→ Data under study:
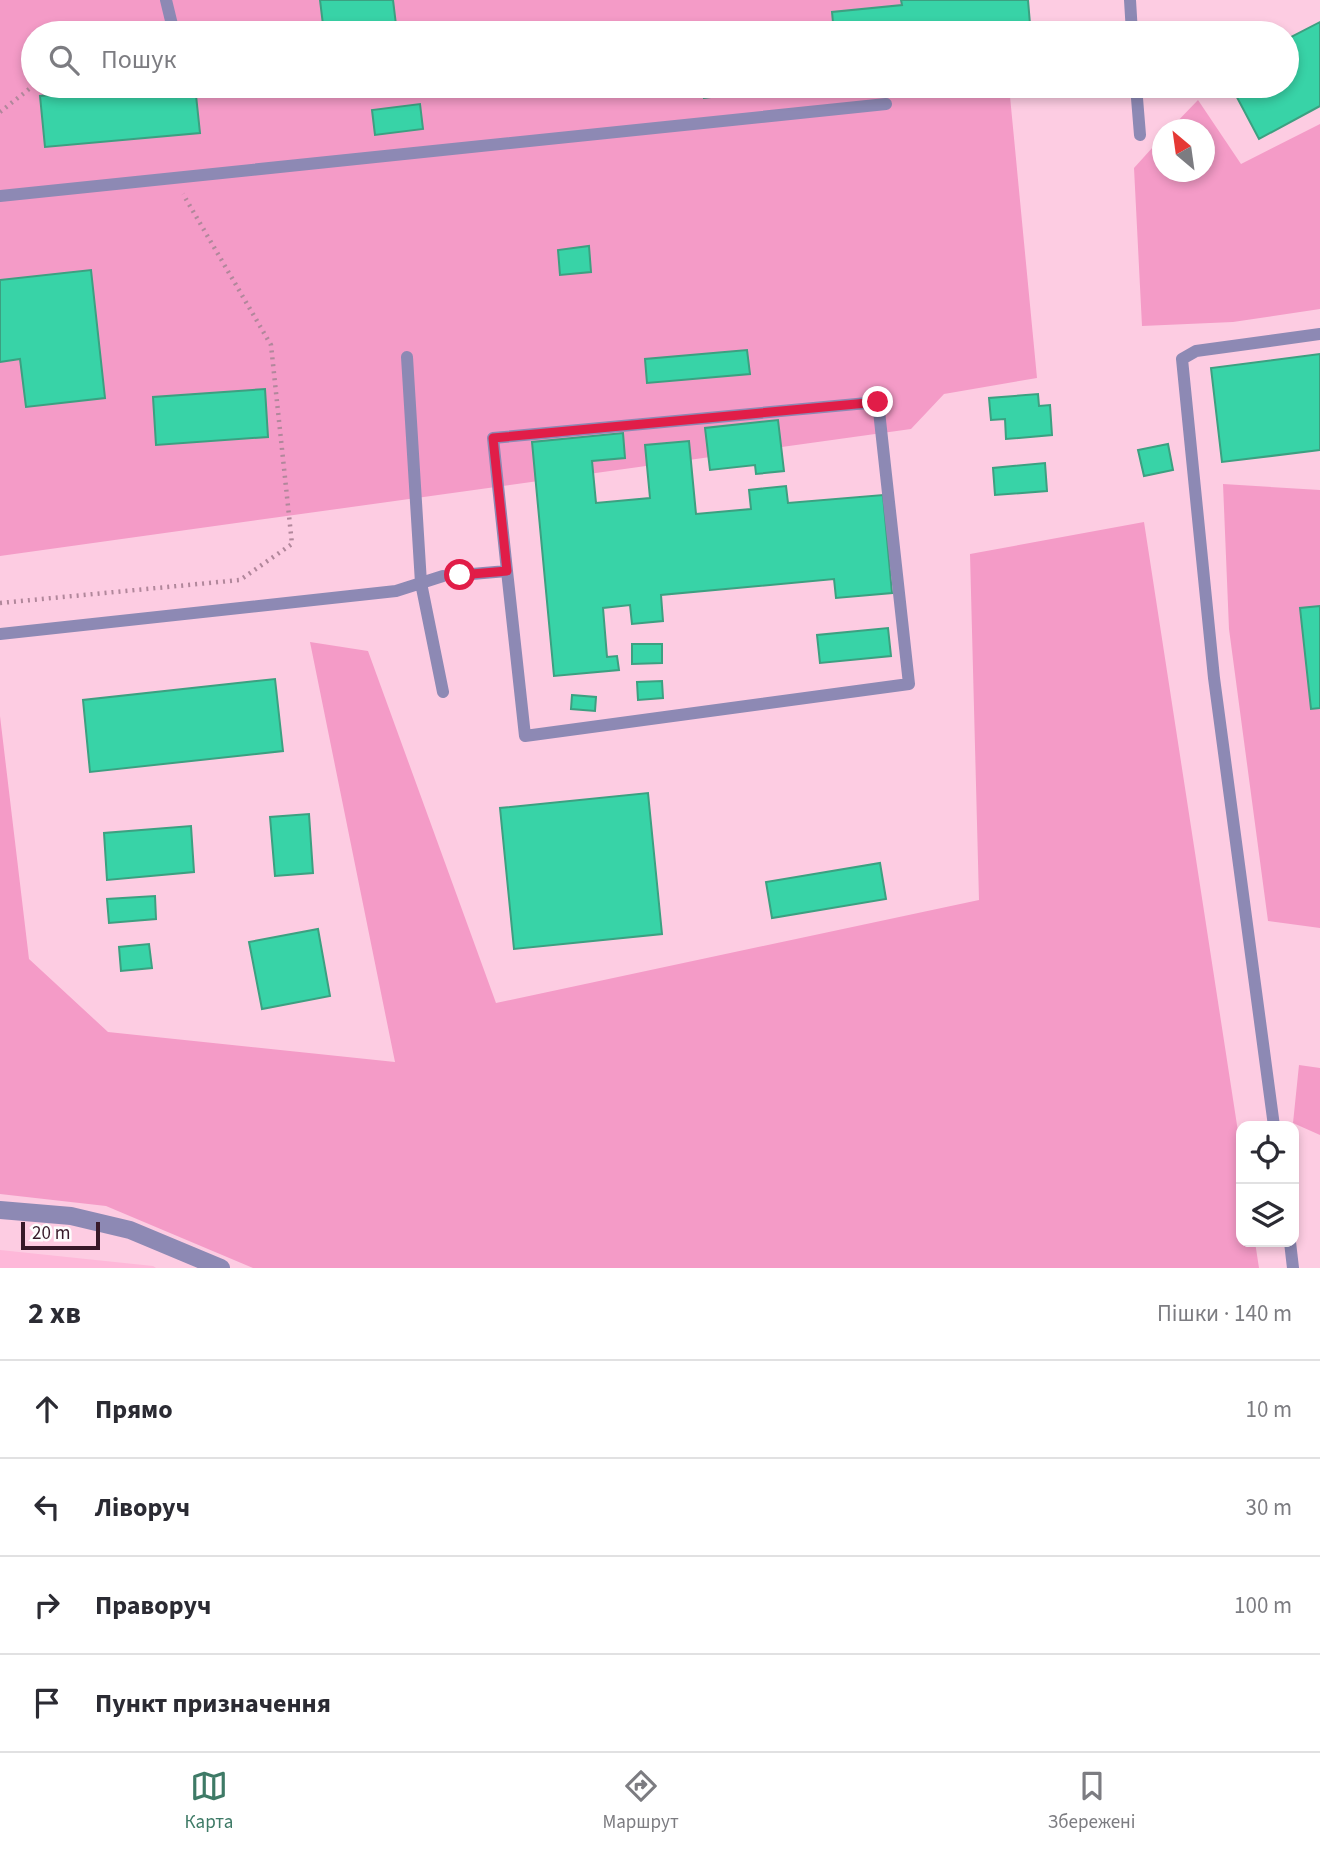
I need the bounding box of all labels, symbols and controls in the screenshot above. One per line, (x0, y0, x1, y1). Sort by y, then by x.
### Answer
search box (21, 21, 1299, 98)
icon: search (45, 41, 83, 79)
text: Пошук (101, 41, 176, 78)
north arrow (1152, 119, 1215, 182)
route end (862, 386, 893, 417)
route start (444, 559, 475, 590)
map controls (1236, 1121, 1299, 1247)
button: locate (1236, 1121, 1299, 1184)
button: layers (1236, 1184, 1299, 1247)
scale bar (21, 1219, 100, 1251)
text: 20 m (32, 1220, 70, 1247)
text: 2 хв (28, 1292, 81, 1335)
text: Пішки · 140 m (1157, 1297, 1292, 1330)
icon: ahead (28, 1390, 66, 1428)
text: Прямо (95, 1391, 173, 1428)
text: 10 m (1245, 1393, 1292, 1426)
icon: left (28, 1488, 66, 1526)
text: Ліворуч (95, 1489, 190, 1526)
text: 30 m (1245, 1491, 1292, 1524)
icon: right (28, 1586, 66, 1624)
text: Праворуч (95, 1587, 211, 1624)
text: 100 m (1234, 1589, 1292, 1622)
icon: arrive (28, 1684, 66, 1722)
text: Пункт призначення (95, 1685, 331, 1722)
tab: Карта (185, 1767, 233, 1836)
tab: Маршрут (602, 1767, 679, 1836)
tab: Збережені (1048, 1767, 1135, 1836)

→ Exercise goal: In the entries above, find each line with the word "route" and show it.

→ Solution for this problem:
route end (862, 386, 893, 417)
route start (444, 559, 475, 590)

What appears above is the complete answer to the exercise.